Quoting the Greek philosopher Heraclitus, “that no
man can ever step into the same river twice,” Boasberg said the same
is true for the online world of social media as well.
“The landscape that existed only five years ago when the Federal
Trade Commission brought this antitrust suit has changed markedly.
While it once might have made sense to partition apps into separate
markets of social networking and social media, that wall has since
broken down,” he wrote.
Emarketer analyst Minda Smiley said Meta's win “is not necessarily
surprising considering the lengths it’s gone to in recent years to
keep up with TikTok.”
“But from a regulatory standpoint, Meta is far from out of the
woods: next year, major social networks will face landmark trials in
the US regarding children’s mental health,” she added. "Still,
today’s win is surely a boost for the company as it battles
criticism and questions over how its massive AI spending will
ultimately benefit Meta in the long run.”
Facebook bought Instagram — then a scrappy photo-sharing app with no
ads and a small cult following — in 2012. The $1 billion cash and
stock purchase price was eye-popping at the time, though the deal’s
value fell to $750 million after Facebook’s stock price dipped
following its initial public offering in May 2012.
Instagram was the first company Facebook bought and kept running as
a separate app.
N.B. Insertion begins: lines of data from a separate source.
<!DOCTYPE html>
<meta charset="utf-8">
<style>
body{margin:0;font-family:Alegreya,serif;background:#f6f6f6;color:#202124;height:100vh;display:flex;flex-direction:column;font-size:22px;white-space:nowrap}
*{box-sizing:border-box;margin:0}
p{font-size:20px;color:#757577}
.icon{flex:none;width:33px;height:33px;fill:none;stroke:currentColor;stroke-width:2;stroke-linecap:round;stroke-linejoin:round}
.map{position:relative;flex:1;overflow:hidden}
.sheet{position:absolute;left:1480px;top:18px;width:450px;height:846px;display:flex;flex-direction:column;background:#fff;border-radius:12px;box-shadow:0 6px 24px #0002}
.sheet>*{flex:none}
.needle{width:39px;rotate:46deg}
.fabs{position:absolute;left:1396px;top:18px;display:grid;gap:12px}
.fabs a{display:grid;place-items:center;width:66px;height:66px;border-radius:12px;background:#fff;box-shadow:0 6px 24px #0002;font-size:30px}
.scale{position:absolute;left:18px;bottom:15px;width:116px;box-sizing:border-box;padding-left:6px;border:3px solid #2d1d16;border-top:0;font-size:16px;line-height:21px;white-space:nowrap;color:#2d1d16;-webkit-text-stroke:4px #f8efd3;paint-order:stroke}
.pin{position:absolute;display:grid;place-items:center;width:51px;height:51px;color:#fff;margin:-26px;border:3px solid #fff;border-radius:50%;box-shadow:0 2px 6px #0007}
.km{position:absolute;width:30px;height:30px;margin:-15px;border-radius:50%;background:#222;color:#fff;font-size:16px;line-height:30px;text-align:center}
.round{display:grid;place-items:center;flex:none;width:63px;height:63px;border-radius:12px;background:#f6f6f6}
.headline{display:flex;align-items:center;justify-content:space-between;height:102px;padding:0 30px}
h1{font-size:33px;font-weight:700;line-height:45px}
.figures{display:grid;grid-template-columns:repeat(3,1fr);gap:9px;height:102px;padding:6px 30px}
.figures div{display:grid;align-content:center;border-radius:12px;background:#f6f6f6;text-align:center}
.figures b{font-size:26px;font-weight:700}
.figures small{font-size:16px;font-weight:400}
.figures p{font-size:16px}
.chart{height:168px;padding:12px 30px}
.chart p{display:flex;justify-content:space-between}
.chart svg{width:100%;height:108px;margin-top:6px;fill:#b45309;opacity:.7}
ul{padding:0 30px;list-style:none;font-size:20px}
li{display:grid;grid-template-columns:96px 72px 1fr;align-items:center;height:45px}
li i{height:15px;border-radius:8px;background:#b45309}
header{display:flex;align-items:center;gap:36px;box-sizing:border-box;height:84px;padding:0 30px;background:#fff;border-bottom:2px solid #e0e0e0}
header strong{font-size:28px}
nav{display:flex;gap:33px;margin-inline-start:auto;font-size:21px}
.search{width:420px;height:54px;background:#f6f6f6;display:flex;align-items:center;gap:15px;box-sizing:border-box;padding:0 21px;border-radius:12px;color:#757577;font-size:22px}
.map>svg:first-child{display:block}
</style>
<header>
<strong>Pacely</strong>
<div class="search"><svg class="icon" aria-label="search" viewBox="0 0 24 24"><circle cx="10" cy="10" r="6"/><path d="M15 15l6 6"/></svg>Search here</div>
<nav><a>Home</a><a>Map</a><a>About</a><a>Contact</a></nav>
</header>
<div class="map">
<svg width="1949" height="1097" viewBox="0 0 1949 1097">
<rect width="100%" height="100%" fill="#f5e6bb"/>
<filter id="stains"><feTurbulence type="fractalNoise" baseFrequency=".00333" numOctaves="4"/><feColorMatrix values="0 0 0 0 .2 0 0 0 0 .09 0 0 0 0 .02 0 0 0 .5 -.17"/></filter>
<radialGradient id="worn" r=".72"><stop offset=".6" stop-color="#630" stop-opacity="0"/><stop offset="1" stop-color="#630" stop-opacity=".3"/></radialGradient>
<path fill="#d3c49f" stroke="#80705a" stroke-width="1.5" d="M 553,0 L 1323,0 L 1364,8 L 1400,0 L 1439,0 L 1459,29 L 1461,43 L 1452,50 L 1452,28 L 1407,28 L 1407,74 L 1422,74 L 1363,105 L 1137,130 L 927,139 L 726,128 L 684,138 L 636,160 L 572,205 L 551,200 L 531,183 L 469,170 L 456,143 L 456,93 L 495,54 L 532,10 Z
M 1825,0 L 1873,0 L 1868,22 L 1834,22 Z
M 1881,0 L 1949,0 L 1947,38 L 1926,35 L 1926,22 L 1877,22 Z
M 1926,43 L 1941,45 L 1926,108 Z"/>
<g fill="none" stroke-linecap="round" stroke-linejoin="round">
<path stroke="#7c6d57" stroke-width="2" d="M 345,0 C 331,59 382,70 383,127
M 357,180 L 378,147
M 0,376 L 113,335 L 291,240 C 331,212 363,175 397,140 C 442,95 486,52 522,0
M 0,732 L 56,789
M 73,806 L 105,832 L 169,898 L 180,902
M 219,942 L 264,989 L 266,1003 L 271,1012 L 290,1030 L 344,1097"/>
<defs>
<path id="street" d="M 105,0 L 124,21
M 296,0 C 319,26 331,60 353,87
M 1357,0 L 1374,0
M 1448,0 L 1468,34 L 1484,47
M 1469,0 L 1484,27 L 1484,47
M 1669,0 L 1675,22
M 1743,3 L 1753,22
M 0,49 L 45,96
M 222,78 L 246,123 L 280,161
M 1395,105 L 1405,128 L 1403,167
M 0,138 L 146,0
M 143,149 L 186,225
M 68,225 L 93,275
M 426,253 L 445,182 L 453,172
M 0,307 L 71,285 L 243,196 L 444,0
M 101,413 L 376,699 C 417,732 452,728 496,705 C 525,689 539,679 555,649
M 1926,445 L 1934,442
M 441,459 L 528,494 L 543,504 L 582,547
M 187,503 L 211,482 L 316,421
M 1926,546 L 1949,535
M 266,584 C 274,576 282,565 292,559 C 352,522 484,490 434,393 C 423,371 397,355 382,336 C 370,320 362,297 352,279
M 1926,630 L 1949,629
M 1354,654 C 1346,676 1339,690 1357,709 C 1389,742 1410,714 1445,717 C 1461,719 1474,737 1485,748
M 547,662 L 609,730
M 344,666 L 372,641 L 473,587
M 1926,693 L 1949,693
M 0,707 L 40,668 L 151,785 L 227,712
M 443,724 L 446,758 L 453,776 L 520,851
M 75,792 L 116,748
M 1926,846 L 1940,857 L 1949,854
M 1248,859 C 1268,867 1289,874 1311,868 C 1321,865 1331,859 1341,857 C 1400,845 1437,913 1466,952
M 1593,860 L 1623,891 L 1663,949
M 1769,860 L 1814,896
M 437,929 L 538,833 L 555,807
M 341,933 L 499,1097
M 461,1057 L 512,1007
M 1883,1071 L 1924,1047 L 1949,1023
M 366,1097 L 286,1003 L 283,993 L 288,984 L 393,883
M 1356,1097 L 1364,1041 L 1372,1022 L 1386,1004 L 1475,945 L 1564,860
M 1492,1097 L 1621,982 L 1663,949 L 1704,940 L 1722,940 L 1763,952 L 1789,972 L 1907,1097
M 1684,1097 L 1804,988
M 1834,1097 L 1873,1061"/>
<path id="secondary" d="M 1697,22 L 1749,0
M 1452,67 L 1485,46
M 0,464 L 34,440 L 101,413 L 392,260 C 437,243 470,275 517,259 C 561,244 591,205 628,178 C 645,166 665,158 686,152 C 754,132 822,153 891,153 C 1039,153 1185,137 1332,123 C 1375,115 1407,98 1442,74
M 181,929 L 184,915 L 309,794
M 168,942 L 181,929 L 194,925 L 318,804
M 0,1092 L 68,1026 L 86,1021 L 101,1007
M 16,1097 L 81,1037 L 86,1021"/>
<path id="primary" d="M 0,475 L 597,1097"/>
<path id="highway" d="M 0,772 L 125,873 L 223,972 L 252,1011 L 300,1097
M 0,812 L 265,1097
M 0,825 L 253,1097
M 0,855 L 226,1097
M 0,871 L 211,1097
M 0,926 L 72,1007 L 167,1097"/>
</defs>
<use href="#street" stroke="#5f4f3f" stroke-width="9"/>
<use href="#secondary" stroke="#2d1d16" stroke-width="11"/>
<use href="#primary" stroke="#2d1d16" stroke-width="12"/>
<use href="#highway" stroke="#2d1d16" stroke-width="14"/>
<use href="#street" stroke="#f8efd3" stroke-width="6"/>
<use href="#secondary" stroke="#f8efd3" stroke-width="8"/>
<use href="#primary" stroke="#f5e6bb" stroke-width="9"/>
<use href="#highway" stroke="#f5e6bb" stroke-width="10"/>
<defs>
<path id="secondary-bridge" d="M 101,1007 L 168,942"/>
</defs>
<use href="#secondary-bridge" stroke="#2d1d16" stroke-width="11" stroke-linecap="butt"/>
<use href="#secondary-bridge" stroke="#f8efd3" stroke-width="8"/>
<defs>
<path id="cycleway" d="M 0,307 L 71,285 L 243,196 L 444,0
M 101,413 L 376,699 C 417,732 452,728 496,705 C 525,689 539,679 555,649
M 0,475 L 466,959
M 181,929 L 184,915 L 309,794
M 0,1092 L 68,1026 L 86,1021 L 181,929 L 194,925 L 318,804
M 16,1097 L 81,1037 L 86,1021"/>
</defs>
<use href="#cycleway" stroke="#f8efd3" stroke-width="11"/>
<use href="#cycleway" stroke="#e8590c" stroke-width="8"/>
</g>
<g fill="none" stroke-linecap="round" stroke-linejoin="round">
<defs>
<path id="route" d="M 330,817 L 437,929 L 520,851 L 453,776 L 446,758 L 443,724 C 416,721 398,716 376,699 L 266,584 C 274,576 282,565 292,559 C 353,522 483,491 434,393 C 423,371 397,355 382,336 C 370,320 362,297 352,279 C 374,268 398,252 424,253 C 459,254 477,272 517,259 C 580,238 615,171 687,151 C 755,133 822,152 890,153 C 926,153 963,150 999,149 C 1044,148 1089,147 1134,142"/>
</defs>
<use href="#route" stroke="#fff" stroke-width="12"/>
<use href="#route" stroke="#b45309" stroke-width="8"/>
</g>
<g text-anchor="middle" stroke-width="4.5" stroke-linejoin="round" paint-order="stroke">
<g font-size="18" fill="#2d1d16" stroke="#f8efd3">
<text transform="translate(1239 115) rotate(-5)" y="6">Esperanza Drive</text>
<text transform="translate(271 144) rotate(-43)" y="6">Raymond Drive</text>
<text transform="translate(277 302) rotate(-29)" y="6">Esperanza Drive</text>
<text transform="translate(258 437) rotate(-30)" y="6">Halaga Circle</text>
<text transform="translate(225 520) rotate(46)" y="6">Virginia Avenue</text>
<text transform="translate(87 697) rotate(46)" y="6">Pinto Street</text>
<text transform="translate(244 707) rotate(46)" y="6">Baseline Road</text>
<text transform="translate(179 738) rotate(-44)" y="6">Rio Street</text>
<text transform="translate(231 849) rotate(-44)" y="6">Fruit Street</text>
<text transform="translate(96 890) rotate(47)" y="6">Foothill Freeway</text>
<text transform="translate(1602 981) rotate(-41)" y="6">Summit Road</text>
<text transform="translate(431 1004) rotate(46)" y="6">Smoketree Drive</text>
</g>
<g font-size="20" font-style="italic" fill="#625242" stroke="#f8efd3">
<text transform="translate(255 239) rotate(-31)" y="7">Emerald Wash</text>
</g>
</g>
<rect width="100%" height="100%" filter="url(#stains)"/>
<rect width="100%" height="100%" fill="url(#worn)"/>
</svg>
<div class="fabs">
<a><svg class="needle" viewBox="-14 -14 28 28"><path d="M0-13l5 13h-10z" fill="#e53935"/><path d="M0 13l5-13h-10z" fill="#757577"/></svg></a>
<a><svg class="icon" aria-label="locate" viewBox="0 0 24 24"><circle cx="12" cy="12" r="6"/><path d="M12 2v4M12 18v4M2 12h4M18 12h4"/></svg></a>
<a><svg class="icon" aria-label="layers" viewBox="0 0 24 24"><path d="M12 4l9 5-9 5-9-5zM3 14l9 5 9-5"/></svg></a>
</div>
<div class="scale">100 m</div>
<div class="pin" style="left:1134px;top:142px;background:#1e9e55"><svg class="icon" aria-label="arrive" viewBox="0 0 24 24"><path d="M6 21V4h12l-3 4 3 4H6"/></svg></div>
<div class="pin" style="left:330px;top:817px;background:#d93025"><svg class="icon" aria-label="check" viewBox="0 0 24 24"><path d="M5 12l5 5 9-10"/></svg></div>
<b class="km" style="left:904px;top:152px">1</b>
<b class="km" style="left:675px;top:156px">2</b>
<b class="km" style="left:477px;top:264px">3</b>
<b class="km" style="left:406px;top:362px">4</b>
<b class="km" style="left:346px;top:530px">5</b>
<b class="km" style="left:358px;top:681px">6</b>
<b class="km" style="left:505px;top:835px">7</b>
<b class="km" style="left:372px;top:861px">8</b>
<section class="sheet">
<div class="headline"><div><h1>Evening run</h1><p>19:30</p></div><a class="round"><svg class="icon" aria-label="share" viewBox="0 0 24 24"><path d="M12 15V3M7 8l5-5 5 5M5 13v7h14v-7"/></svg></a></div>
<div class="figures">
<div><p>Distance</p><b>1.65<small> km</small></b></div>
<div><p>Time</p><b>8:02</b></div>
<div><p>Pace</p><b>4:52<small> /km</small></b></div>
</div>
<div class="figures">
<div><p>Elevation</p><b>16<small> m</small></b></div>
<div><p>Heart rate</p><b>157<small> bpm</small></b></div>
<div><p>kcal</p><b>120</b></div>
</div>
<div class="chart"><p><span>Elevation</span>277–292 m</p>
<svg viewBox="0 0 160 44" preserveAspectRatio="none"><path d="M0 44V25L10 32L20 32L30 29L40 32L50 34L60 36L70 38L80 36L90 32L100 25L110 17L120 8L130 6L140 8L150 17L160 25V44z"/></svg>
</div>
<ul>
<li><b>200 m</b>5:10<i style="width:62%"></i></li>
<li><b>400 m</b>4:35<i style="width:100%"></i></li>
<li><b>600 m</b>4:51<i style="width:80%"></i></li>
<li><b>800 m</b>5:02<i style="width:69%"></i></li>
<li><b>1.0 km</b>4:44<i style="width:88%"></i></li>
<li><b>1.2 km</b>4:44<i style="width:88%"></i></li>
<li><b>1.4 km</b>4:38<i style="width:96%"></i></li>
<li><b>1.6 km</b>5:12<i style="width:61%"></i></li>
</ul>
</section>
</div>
Up until then, Facebook was known for smaller
“acqui-hires” — a type of popular Silicon Valley deal in which a
company purchases a startup as a way to hire its talented workers,
then shuts the acquired company down. Two years later, it did it
again with the messaging app WhatsApp, which it purchased for $22
billion.
WhatsApp and Instagram helped Facebook move its business from
desktop computers to mobile devices, and to remain popular with
younger generations as rivals like Snapchat (which it also tried,
but failed, to buy) and TikTok emerged. However, the FTC has a
narrow definition of Meta’s competitive market, excluding companies
like TikTok, YouTube and Apple’s messaging service from being
considered rivals to Instagram and WhatsApp.
Investors didn't appear surprised at the ruling. Shares of the Menlo
Park, California-based company were down $1.52 at $600.49 in
afternoon trading Tuesday, in line with broader market trends.